Renee: Thank you to everyone for joining us this afternoon. Our discussion topic for today is the use of abilities-based approaches to the assessment of persons with dementia. This course will provide guidance on best practice for assessment of persons with dementia, including methods for evaluation of cognitive function, and the environment. Additionally, this course will describe methods for assessing functional abilities present in order to develop those person-centered plans of care. What I hope you take away from today's course is the fact that dementia, in the majority of cases, is a progressive neurological condition. However, there are residual abilities present at every stage of the disease process, and we can tap into those abilities, beginning with the assessment, in order to develop that well-rounded, person-centered plan of care.
Assessing the Whole Person
As we begin, it is key to understand the need to assess the entire person. Depending on your facility or the location where you are providing care, you may see a patient whose primary diagnosis is dementia. However, it is also important to have an adequate understanding of how we treat other individuals that may come to us. For example, they may have a traumatic brain injury or an exacerbation of their COPD, but they have an underlying diagnosis of dementia as well. How do we treat all of those diagnostic categories as they interplay with one another? All of that begins at assessment.
We know that many of the individuals that we treat present with these multiple complexities, including diagnoses which affect cognitive and language functions. In order to promote carry-over into the real world with interventions, we need to assess all areas of functional impairment. For example, let's say Mrs. Smith has diagnoses of COPD, traumatic brain injury, and moderate Alzheimer's disease. Her prior level of function was living at an assisted living facility. In order to treat her as a whole, we would need to address energy conservation, recall of safety needs, and improving balance.

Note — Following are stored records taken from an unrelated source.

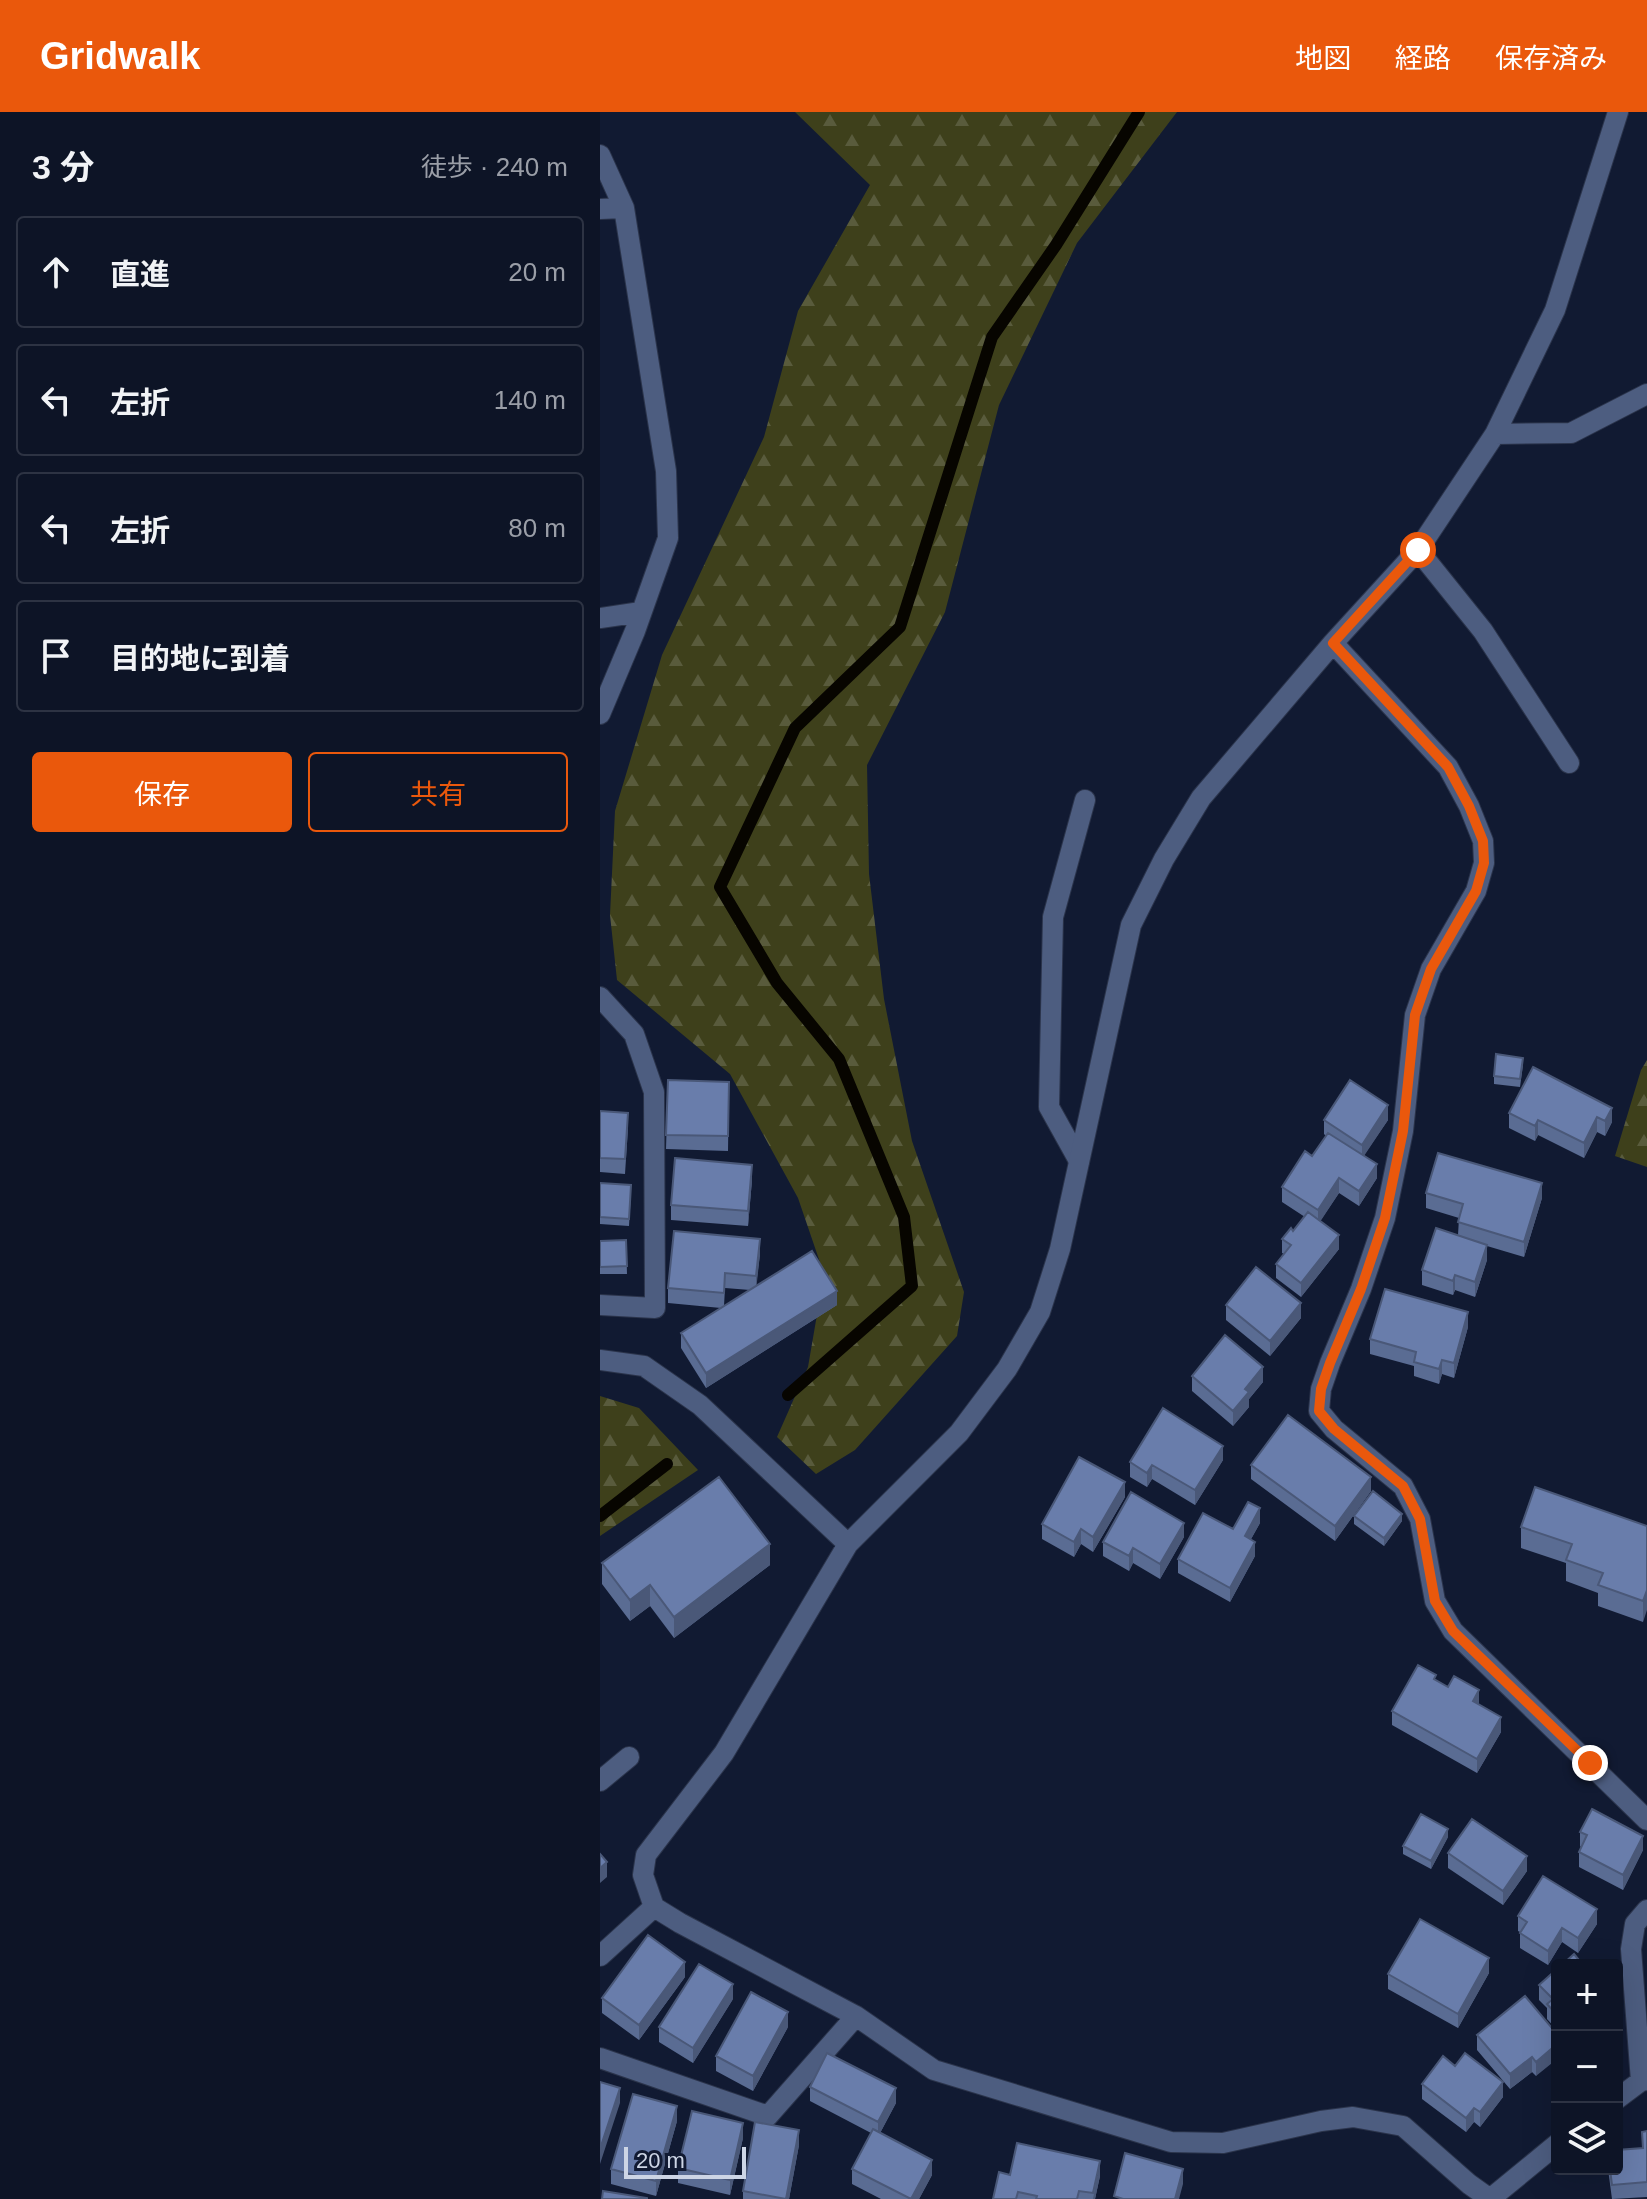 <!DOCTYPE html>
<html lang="ja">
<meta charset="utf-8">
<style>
:root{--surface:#0d1426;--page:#1b2132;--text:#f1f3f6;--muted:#9a9ea7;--line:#2d3343;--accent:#ea580c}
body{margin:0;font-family:Helvetica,"Noto Sans JP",sans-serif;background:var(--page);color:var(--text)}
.controls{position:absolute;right:24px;bottom:24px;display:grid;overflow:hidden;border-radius:8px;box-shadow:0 8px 32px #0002}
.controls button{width:72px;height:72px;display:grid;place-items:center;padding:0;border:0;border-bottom:2px solid var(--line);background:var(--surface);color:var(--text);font:40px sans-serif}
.scale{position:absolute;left:24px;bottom:20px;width:122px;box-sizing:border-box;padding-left:8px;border:4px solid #cdd5e5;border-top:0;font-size:22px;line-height:28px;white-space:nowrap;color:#cdd5e5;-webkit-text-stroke:6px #111a32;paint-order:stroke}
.stop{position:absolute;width:24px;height:24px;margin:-18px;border:6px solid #ea580c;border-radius:50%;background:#fff}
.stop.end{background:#ea580c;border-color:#fff;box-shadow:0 2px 8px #0008}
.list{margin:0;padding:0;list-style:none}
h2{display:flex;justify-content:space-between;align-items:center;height:104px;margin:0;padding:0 32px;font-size:34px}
h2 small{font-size:26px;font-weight:400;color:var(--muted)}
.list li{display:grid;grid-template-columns:52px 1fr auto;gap:24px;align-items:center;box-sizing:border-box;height:112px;margin:0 16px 16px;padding:0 16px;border:2px solid var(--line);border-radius:8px}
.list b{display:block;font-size:30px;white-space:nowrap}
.list em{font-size:26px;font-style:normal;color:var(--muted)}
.actions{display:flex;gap:16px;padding:24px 32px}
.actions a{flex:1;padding:18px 0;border:2px solid var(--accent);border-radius:8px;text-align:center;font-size:28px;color:var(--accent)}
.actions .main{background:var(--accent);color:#fff}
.icon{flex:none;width:44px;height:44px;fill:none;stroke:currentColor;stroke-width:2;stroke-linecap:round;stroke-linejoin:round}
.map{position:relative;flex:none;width:1047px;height:2087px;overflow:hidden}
header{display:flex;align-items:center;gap:48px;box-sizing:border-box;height:112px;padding:0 40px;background:var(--accent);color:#fff}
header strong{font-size:38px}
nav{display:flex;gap:44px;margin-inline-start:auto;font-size:28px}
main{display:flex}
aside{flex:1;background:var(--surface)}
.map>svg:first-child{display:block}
.forest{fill:url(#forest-firs)}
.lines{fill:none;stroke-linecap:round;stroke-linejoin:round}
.stream{stroke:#070500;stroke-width:12}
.lane-casing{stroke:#2b344b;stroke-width:22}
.street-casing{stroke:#2b344b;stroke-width:22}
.lane{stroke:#4d5d80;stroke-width:20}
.street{stroke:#4d5d80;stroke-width:20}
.wall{fill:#5a6c93;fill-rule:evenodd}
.shaded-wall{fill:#4a5878}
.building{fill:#697dab;stroke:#4a5878;stroke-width:2}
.route{stroke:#ea580c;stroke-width:10}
</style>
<header>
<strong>Gridwalk</strong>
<nav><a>地図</a><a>経路</a><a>保存済み</a></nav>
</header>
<main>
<aside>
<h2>3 分<small>徒歩 · 240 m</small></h2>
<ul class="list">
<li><svg class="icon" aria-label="ahead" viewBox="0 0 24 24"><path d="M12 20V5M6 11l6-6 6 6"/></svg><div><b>直進</b></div><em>20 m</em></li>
<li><svg class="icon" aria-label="left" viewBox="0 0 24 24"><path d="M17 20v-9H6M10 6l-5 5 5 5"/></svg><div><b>左折</b></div><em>140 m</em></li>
<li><svg class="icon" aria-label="left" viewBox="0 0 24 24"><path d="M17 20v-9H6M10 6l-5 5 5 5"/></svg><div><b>左折</b></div><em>80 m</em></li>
<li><svg class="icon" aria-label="arrive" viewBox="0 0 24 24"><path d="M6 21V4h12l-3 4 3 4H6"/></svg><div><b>目的地に到着</b></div></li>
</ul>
<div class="actions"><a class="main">保存</a><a>共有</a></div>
</aside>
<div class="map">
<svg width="1047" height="2087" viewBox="0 0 1047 2087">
<defs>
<pattern id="forest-firs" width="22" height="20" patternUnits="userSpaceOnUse" patternTransform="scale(2)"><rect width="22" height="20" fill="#3e401b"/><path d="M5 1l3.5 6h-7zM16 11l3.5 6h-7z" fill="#595b3c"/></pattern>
</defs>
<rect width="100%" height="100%" fill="#111a32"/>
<path class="forest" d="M195,0H577L477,131L399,293L345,500L267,653L269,762L284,887L312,1029L364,1180L357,1224L255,1338L216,1362L177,1325L208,1255L224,1162L198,1086L130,962L17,868L10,803L15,699L62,543L164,325L198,199L270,73Z
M1047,948V1055L1015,1044L1041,958Z
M0,1284L39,1296L98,1358L0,1424Z"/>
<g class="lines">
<path class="stream" d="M188,1283L312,1174L304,1105L239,947L177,871L120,775L195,616L300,515L392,225L456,133L539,0
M0,1404L67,1352"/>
<defs>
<path id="lane" d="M479,1049L449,995L453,805L485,688"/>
<path id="street" d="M0,43L24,96L66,359L68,426L35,519L0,602
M0,97L24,96
M895,322L971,321L1047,282
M818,438L883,519L969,651
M0,506L41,500
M733,531L848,655L869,694L883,729L884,751L876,779L831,857L815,903L803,1019L785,1106L761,1177L730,1251L721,1277L719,1299L734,1317L803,1374L820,1407L835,1489L853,1519L1047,1708
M0,885L34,922L54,980L55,1196L0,1193
M0,1248L44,1254L100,1293L248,1432
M0,1669L29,1645
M0,1844L54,1795
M0,1946L168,2004L256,1904
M1041,1969L1031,1837L1035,1812L1047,1798
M1017,1987L1041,1969L1047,1968
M890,2087L869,2072L803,2014L753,2005L721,2009L623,2031L571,2030L334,1958L256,1904L80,1811L54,1795L43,1763L46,1743L124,1641L248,1432L359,1321L407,1257L440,1200L460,1137L531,813L564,747L601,686L733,531L818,438L895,322L955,198L1018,0
M890,2087L957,2032"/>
</defs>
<use href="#lane" class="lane-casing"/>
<use href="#street" class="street-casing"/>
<use href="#lane" class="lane"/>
<use href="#street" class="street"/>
</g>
<path class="wall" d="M923,953L920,975L894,972V964Z
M933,955L1012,1010L1005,1024L997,1020L984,1046L938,1023L935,1029L909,1016V1001Z
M68,968L129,970L128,1039L66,1037Z
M0,999L28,1016L25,1062L0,1060Z
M724,1008H788L764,1043L777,1066L759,1094L739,1081L720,1109L739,1137L701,1185L676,1166V1152L684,1142L682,1141V1127L693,1119L705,1105L682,1090V1075L712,1044L726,1024L724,1022Z
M152,1068L148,1114L71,1108V1093Z
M0,1071L31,1081L29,1114L0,1112Z
M826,1081L942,1086L924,1145L887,1134V1148L875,1185L855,1178L853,1183L822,1173V1158L858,1123L859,1106L826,1096Z
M26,1128L27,1162H0V1129Z
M160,1142L156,1174L237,1193L106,1276L81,1236V1221L121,1196L68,1191V1176ZM125,1176L150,1178L124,1194Z
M626,1193L701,1206L670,1244L626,1208Z
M868,1215L854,1266L842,1262L839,1272L814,1264V1254L770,1242V1227Z
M592,1264L663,1270L649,1287V1295L633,1314L592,1279Z
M623,1348L595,1393L552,1367L547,1375L530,1365V1350Z
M651,1353L771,1379L735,1429L651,1367Z
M525,1385L493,1440L481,1432L474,1445L442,1427V1412Z
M754,1404L802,1409L784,1434L754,1412Z
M660,1411L651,1427L655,1444L630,1490L578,1461V1447L633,1417Z
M1047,1414L1043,1510L998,1494V1481L966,1469V1451L921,1436V1415Z
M584,1425L560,1467L533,1451L529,1459L503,1444V1430Z
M2,1451L170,1453L74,1526L50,1494L30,1509L2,1472Z
M836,1568L879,1593L901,1620L877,1661L792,1613V1599Z
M980,1720L1043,1738L1023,1778L979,1755V1740L981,1735L980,1734Z
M848,1725L831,1757L803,1742V1734Z
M848,1741L927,1759L903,1793L848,1756Z
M918,1804L997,1812L978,1841L962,1830L948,1853L920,1836V1820L918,1819Z
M957,1857V1918L947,1907V1896L939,1888V1873Z
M889,1861L858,1916L788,1877V1862Z
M85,1865L39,1928L2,1901V1886Z
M133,1887L93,1951L59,1930V1915Z
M188,1915L153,1979L116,1959V1944Z
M957,1922L936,1964L932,1960L910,1977L877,1938V1923Z
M855,1954L903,1985L880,2015L874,2010L866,2020L822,1987V1972Z
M210,1975L296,1991L280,2021L332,2063L319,2087H281L252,2072V2057L271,2021L210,1989Z
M77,2009L56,2084L11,2072V2057Z
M1047,2019V2085L1012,2087L1008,2057H1017L1042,2036V2020Z
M143,2026L130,2083L78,2071V2056Z
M199,2033L189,2087H143V2079Z
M410,2063L500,2064L495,2087H393Z"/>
<path class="shaded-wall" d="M788,993V1008L762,1047V1033Z
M1012,996V1010L1005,1024V1009Z
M997,1005V1020L984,1046V1031Z
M938,1008V1023L935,1029V1014Z
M777,1052V1066L759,1094V1079Z
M152,1053V1068L148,1114V1099Z
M739,1066V1081L718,1113V1098Z
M942,1071V1086L924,1145V1130Z
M739,1123V1137L701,1185V1171Z
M160,1127V1142L156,1179V1164Z
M887,1133V1148L875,1185V1170Z
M855,1163V1178L853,1183V1169Z
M237,1179V1193L106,1276V1261Z
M701,1191V1206L670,1244V1229Z
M868,1200V1215L854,1266V1251Z
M842,1248V1262L839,1272V1257Z
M663,1255V1270L649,1287V1295L633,1314V1299L645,1277Z
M623,1334V1348L595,1393V1378Z
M552,1353V1367L547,1375V1361Z
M771,1365V1379L735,1429V1414Z
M525,1370V1385L493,1440V1425Z
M660,1396V1411L645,1438V1424Z
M802,1402V1409L784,1434V1426Z
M584,1411V1425L560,1467V1452Z
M481,1417V1432L474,1445V1430Z
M655,1430V1444L630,1490V1476Z
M170,1432V1453L74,1526V1505Z
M533,1436V1451L529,1459V1444Z
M50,1473V1494L30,1509V1488Z
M1047,1478V1498L1043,1510V1489Z
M879,1578V1592L873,1589Z
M901,1605V1620L877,1661V1647Z
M848,1717V1725L831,1757V1749Z
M1043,1724V1738L1023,1778V1763Z
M927,1744V1759L903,1793V1779Z
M7,1750V1765L0,1771V1756Z
M997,1797V1812L978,1841V1826Z
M962,1816V1830L948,1853V1839Z
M889,1846V1861L858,1916V1902Z
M85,1850V1865L39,1928V1913Z
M133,1872V1887L93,1951V1936Z
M188,1900V1915L153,1979V1964Z
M957,1932V1947L936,1964V1950Z
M932,1945V1960L910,1977V1962Z
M903,1970V1985L880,2015V2000Z
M20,1976V1991L0,2052V2037Z
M296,1976V1991L278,2025V2010Z
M77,1994V2009L56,2084V2069Z
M874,1996V2010L866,2020V2006Z
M143,2011V2026L130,2083V2068Z
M199,2018V2033L189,2087H186Z
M332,2048V2063L319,2087H311Z
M500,2049V2064L495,2087H493Z
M583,2057V2072L579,2087H575Z"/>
<path class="building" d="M896,942L923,946L920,967L894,964Z
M933,955L1012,996L1005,1009L997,1005L984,1031L938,1008L935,1014L909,1001Z
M68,968L129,970L128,1024L66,1023Z
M750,968L788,993L762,1033L724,1008Z
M0,999L28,1001L25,1047L0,1046Z
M728,1021L777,1052L759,1079L739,1066L718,1098L682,1075L705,1039L712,1044Z
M838,1041L942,1071L924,1130L858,1110L863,1092L826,1081Z
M75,1046L152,1053L148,1099L71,1093Z
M0,1071L31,1073L29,1107L0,1105Z
M708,1100L739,1123L701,1171L676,1152L691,1133L682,1127L691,1116L693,1119Z
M836,1116L887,1133L875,1170L855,1163L853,1169L822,1158Z
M74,1119L160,1127L156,1164L125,1161L124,1181L68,1176Z
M26,1128L27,1154L0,1155V1129Z
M212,1139L237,1179L106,1261L81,1221Z
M656,1155L701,1191L670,1229L626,1193Z
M785,1177L868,1200L854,1251L842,1248L839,1257L814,1250L816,1240L770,1227Z
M625,1223L663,1255L645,1277L649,1280L633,1299L592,1264Z
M563,1296L623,1334L595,1378L552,1353L547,1361L530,1350Z
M688,1303L771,1365L735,1414L651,1353Z
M479,1345L525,1370L493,1425L481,1417L474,1430L442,1412Z
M119,1365L170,1432L74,1505L50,1473L30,1488L2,1451Z
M935,1375L1047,1414V1478L1043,1489L998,1473L1003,1461L966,1448L972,1432L921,1415Z
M773,1379L802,1402L784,1426L754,1404Z
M531,1380L584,1411L560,1452L533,1436L529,1444L503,1430Z
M648,1390L660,1396L645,1424L655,1430L630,1476L578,1447L603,1401L633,1417Z
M818,1553L836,1563L834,1567L848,1575L854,1564L879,1578L873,1589L901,1605L877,1647L792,1599Z
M992,1697L1043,1724L1023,1763L979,1740L987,1723L980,1720Z
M821,1702L848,1717L831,1749L803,1734Z
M872,1707L927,1744L903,1779L848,1741Z
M0,1742L7,1750L0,1756Z
M943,1764L997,1797L978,1826L962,1816L948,1839L920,1821L927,1810L918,1804Z
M820,1807L889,1846L858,1902L788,1862Z
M48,1823L85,1850L39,1913L2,1886Z
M974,1842L983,1853H962Z
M99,1852L133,1872L93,1936L59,1915Z
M957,1857V1903L947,1892L953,1887L939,1873Z
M151,1880L188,1900L153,1964L116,1944Z
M925,1884L957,1922V1932L936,1950L932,1945L910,1962L877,1923Z
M227,1941L296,1976L278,2010L210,1975Z
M865,1941L903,1970L880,2000L874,1996L866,2006L822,1972L843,1944L855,1954Z
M0,1970L20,1976L0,2037Z
M33,1982L77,1994L56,2069L11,2057Z
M92,1999L143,2011L130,2068L78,2056Z
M155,2010L199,2018L186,2087L143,2079Z
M273,2017L332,2048L311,2087L252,2057Z
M1047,2019V2070L1012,2073L1010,2057H1017V2038L1043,2036L1042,2020Z
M417,2031L500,2049L493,2081L479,2079L477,2087H436L437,2084L418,2080L416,2087H393L399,2060L410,2063Z
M525,2041L583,2057L575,2087H523L514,2084Z
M3,2079L47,2086V2087H2Z"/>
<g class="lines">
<path class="route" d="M818,438L733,531L848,655L869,694L883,729L884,751L876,779L831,857L815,903L803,1019L785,1106L761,1177L730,1251L721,1277L719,1299L734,1317L803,1374L820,1407L835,1489L853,1519L990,1651"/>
</g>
</svg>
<div class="controls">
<button>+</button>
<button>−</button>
<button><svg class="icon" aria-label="layers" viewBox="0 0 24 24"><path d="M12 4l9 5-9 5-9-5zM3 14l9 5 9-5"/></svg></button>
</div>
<div class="scale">20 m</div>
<div class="stop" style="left:818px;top:438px"></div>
<div class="stop end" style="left:990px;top:1651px"></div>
</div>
</main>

Different Aspects of Cognitive Function
Before we get into talking about various assessment tools, I wanted to break down for everyone the different aspects of cognitive function and language that impacts the ability to process information in an individual with dementia. If you think of language and cognition as a hierarchy, we learn language and cognition as children across a hierarchy, and individuals lose it across a similar hierarchy with the progression of dementia. The foundational areas are language-based, and the higher-level areas will be your cognitive-based areas (Figure 1).
Figure 1. Definitions of language and cogntive function.
The foundation needed for language is the person's ability to understand you and for them to be able to express themselves. Language is a two-fold process. It includes expressive and receptive language.
Expressive Language
Expressive language includes the ability to express wants, needs, and ideas. It affects the ability to complete automatic speech tasks, which include counting, singing, stating the days of the week and the months of the year, and the ability to verbalize across language domains. For example, you may see someone that used to be able to express at a sentence level, and now they are only able to express in words. They are losing language across that language continuum.
Receptive Language
The other area of language is receptive language. This affects the ability to understand others. It also affects the ability to discriminate. You could see how this would directly interplay with interventions and assessments that occupational therapists are providing. It affects the ability to discriminate body parts, objects, and pictures; the ability to follow a one step, a two step, a multi-step direction; the ability to respond to yes/no and open-ended questions; and the ability to comprehend conversational interactions. Perhaps you receive a referral because someone is having difficulty with a dressing task and you determine that they have issues with receptive language. They are not able to discriminate their body parts nor understand the caregiver when they are giving them various directions. Perhaps six months ago, Mrs. Adams could understand her ADL directives when given three steps, and now she is only able to understand one step at a time, because she is losing this receptive language ability.
Cognitive and Executive Function
Cognitive and executive function are higher-level tasks. Language is lower level, while cognition is at a higher level.